[Given records]:
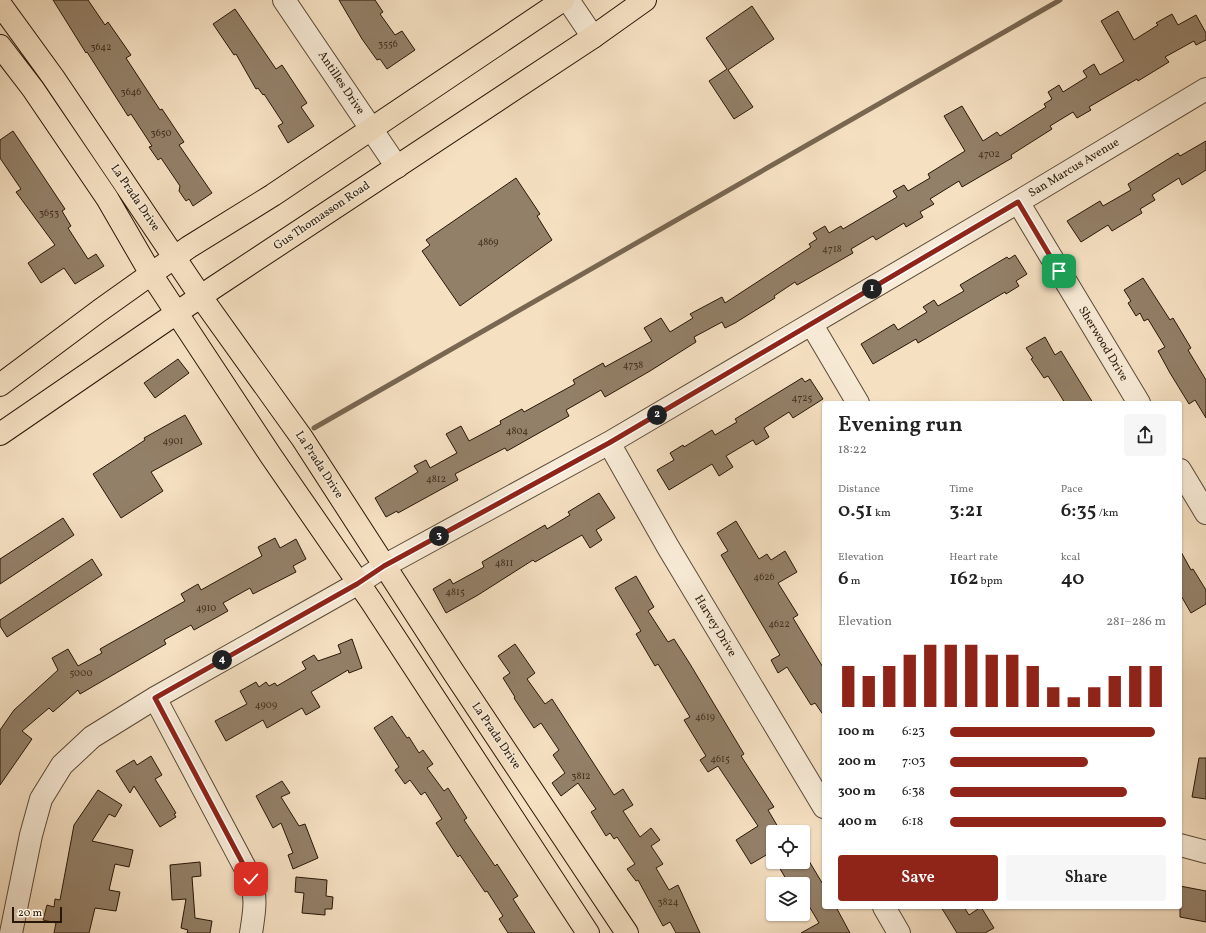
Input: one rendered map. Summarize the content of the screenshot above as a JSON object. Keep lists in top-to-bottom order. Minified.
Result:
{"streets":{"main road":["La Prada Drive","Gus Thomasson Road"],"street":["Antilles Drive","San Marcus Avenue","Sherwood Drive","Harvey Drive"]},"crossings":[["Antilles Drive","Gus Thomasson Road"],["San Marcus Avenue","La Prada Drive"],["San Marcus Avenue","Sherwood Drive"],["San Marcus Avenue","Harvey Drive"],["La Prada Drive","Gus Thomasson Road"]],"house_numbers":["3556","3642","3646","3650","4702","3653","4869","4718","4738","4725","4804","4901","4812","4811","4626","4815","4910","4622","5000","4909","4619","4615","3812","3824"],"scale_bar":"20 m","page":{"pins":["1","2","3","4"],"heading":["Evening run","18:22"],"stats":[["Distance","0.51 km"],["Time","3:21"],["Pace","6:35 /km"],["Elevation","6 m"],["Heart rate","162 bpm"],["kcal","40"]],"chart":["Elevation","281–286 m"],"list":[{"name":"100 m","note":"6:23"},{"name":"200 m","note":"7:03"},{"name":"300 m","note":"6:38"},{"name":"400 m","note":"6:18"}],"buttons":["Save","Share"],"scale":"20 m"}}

==

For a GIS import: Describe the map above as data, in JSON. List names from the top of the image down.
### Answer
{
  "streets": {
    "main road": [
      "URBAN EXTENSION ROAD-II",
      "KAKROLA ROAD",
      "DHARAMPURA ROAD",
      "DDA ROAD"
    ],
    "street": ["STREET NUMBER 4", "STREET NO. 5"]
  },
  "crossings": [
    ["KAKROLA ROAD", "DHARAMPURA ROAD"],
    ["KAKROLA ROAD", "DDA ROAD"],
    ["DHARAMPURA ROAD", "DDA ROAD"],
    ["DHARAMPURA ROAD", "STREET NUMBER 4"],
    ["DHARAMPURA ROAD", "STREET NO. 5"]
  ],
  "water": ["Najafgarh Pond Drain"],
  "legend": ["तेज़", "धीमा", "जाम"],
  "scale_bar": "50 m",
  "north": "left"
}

[What is needed]: Wherever the word "above" appears in the listing, copy the line that holds it.

[Answer to the exercise]:
Input: one rendered map. Summarize the content of the screenshot above as a JSON object. Keep lists in top-to-bottom order. Minified.
For a GIS import: Describe the map above as data, in JSON. List names from the top of the image down.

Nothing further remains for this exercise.